English mathematician and television presenter (born 1986)

Rachel Annabelle Riley (born 11 January 1986) is an English television presenter. She co-presents the Channel 4 daytime puzzle show Countdown and its comedy spin-off 8 Out of 10 Cats Does Countdown. She is a mathematics graduate.

Riley's television debut came when she joined Countdown aged 22. With an interest in popularising mathematics and the sciences, she has since co-presented The Gadget Show on Channel 5 (2013–14) and It's Not Rocket Science on ITV (2016). She was also a contestant on the BBC celebrity dance show Strictly Come Dancing in 2013.

As an anti-racism campaigner, Riley was appointed a Member of the Most Excellent Order of the British Empire (MBE) in the 2023 New Year Honours for services to Holocaust education and antisemitism awareness. In October 2025, she received the Freedom of the City of London in recognition of her outstanding contributions to Holocaust education and antisemitism campaigning.

== Early life and early career ==
Riley was born in Rochford. Her mother is Jewish, and she has stated that her "family came over in the pogroms" from Tsarist Russia. Riley was raised in the Thorpe Bay area of Southend-on-Sea and was educated at the independent Thorpe Hall School, and Southend High School for Girls, a grammar school, where she passed three A-Levels at grade A and an AS-Level, after which she obtained a second-class degree in applied maths at Oriel College, Oxford.

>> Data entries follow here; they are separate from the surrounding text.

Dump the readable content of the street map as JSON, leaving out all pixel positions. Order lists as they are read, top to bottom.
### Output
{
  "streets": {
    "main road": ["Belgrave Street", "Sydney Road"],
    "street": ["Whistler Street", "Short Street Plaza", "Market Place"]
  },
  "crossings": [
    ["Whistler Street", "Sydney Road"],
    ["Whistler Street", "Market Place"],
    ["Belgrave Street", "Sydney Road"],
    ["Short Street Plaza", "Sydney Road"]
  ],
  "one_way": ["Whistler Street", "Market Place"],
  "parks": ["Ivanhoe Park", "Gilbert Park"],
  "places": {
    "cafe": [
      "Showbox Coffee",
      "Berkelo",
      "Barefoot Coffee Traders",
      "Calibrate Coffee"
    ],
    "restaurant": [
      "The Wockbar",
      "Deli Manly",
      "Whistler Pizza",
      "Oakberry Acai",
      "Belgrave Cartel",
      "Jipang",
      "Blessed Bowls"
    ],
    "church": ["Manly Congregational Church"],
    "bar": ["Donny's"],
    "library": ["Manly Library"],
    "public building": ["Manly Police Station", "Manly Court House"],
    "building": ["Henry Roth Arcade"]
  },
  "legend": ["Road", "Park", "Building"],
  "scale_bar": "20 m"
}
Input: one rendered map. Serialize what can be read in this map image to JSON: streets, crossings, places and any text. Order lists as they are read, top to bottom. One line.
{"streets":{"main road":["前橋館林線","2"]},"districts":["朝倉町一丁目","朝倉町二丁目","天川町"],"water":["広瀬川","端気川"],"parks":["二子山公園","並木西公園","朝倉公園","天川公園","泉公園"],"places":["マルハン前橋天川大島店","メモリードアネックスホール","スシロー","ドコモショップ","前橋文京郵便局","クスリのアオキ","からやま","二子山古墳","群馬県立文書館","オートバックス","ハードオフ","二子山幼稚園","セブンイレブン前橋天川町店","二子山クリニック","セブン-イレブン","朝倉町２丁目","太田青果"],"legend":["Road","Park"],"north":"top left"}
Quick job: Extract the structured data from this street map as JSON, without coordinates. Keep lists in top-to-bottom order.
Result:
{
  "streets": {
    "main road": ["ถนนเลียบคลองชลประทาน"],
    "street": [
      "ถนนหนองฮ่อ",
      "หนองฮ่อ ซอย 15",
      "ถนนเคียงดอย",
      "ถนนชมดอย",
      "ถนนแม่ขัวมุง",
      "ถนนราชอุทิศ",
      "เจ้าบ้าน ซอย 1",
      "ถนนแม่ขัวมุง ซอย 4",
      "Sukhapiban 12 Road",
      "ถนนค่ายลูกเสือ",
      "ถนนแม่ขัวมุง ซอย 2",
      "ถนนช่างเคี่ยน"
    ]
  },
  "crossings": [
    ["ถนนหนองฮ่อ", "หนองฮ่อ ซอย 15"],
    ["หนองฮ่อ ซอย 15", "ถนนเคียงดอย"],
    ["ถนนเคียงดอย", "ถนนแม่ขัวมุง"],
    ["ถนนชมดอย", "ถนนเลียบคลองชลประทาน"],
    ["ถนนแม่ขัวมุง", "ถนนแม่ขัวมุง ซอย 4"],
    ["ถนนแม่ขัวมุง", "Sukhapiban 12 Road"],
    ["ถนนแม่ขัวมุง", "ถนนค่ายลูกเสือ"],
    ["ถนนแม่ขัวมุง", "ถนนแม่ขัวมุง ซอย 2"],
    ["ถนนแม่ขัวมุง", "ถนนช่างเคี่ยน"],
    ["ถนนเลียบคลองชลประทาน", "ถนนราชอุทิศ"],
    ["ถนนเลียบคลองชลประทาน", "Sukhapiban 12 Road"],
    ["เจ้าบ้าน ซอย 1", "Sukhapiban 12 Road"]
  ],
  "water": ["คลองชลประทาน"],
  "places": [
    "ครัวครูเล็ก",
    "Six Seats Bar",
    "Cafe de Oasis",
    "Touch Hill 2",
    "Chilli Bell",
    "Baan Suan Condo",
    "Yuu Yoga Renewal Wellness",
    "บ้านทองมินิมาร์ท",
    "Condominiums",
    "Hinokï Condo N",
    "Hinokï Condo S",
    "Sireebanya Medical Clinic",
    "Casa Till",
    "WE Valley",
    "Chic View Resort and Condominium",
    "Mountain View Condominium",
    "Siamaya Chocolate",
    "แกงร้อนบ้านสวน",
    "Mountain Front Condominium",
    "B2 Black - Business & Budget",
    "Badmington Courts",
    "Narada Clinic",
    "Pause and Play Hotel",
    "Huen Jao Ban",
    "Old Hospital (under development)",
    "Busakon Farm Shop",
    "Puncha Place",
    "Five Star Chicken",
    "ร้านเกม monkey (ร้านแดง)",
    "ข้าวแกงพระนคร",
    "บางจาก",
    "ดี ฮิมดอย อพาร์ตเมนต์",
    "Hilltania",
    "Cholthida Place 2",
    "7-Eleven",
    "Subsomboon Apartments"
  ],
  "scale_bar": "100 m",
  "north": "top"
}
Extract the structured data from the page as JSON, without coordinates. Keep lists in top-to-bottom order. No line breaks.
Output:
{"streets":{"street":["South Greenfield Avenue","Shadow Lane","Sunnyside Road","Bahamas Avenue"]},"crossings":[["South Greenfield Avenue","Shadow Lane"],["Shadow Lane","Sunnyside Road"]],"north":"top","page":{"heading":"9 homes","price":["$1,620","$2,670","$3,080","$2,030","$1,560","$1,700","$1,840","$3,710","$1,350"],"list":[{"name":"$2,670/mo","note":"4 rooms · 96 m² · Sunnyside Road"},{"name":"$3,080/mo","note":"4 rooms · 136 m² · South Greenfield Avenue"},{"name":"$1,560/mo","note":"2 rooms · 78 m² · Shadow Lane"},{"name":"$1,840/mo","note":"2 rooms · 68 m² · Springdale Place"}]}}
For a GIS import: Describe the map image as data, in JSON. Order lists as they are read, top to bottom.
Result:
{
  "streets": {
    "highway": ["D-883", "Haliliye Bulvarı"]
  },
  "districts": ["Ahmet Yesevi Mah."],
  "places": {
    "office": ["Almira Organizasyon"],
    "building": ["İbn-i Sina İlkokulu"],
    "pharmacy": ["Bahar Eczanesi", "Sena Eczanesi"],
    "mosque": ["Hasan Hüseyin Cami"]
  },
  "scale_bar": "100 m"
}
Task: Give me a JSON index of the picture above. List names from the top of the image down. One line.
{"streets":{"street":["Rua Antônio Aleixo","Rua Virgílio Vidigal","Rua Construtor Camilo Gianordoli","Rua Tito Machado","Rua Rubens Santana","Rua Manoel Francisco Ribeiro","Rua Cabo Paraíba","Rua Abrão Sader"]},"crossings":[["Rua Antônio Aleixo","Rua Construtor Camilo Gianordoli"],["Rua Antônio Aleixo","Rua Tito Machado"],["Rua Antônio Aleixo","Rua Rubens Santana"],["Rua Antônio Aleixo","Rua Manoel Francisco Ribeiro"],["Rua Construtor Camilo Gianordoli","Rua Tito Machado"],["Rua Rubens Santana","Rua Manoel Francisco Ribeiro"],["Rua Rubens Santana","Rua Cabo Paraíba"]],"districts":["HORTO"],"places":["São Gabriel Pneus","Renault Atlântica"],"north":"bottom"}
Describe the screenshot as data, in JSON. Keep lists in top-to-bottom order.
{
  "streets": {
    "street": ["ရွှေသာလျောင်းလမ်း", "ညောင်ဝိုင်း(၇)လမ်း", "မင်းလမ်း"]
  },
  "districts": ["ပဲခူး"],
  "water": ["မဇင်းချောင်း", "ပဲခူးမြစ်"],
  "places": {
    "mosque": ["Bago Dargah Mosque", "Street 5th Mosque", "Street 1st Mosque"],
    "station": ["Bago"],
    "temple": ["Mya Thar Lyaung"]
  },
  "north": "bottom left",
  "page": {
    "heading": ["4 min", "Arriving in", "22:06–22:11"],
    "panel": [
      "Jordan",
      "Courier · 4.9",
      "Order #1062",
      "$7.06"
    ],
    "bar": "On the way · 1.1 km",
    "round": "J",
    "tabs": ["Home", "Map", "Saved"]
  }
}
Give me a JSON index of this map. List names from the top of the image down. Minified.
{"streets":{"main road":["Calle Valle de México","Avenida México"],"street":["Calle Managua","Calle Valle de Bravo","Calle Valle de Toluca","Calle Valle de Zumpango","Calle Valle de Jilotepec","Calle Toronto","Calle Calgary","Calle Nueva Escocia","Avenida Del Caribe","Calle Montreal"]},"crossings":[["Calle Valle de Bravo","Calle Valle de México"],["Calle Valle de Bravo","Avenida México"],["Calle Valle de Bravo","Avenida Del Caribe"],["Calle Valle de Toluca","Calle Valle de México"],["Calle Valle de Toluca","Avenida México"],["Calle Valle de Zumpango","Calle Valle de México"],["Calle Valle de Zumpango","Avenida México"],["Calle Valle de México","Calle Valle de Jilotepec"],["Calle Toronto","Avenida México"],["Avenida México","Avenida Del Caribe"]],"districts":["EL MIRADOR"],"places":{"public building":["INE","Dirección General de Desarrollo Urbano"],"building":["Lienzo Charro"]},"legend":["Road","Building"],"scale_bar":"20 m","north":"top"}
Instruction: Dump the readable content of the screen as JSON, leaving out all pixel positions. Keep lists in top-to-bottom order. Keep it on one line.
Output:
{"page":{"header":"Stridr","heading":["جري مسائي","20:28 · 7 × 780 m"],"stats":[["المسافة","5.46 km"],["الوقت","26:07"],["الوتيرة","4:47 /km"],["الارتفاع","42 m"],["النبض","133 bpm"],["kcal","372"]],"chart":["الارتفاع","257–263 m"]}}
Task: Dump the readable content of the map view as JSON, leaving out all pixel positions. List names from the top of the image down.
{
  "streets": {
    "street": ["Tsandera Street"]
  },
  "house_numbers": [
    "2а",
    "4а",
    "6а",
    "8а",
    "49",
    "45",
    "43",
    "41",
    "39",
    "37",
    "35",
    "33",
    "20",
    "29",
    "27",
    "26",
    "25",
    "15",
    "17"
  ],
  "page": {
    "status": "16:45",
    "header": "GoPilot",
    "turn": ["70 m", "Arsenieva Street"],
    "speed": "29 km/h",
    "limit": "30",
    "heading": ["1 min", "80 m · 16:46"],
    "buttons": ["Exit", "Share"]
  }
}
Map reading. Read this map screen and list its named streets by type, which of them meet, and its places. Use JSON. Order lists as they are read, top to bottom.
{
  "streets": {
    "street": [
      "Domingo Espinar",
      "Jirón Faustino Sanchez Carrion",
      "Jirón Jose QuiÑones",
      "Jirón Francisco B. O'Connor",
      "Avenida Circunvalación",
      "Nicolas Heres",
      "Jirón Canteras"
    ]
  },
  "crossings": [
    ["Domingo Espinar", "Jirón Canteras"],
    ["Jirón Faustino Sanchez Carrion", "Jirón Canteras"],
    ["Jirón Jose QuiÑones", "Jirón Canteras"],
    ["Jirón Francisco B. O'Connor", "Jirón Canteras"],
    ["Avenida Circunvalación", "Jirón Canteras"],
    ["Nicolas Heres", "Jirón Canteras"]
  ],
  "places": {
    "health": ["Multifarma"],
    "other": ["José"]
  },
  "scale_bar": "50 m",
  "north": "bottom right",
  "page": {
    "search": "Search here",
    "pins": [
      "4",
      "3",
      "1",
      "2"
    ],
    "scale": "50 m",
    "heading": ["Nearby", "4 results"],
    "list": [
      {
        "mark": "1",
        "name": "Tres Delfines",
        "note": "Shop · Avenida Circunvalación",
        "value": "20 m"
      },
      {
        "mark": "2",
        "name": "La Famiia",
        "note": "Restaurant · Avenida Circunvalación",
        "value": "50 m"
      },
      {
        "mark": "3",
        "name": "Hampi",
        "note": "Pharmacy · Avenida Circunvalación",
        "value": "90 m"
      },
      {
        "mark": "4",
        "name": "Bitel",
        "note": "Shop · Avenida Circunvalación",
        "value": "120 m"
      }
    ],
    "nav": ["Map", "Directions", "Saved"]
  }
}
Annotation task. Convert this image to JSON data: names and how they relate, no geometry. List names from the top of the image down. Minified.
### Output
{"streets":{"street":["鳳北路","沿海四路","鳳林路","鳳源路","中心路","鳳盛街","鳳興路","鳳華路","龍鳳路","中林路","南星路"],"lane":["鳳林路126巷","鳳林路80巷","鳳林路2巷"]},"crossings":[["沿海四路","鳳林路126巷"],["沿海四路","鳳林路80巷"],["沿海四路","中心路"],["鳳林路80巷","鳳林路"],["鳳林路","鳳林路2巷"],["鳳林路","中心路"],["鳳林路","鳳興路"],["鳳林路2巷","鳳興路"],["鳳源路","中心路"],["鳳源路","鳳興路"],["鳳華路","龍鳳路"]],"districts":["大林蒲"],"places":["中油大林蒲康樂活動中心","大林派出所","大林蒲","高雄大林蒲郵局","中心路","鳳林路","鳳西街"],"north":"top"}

During a university holiday, Riley considered a career in the financial sector and completed an internship at Deutsche Bank in the City of London. The experience put her off: she found the extreme behaviour of City traders wearing, and she disliked the early-morning train commute.

==Television career==

===Countdown===
On Countdown, Riley replaced the long-serving Carol Vorderman. Like Vorderman, Riley's role is to place tiles on the board for the letters and numbers rounds and to find a solution in the numbers rounds if the contestants are unable to do so. Riley's appointment to Countdown was announced at the same time as the announcement of a new main host, Jeff Stelling, replacing Des O'Connor; the duo of Stelling and Riley was in place for the new series beginning in January 2009. Although she had no ambition to be a television presenter, she was encouraged to apply by her mother, and decided to do so because she was interested in the numbers part of the game. Having beaten 1,000 applicants for the role, she commented, "There's only one cool maths job around and I was lucky enough to get it so I'm absolutely thrilled." Since its first broadcast on 2 January 2012, Riley has also performed her Countdown role on the comedy crossover spin-off version, 8 Out of 10 Cats Does Countdown, alongside comedian Jimmy Carr as host.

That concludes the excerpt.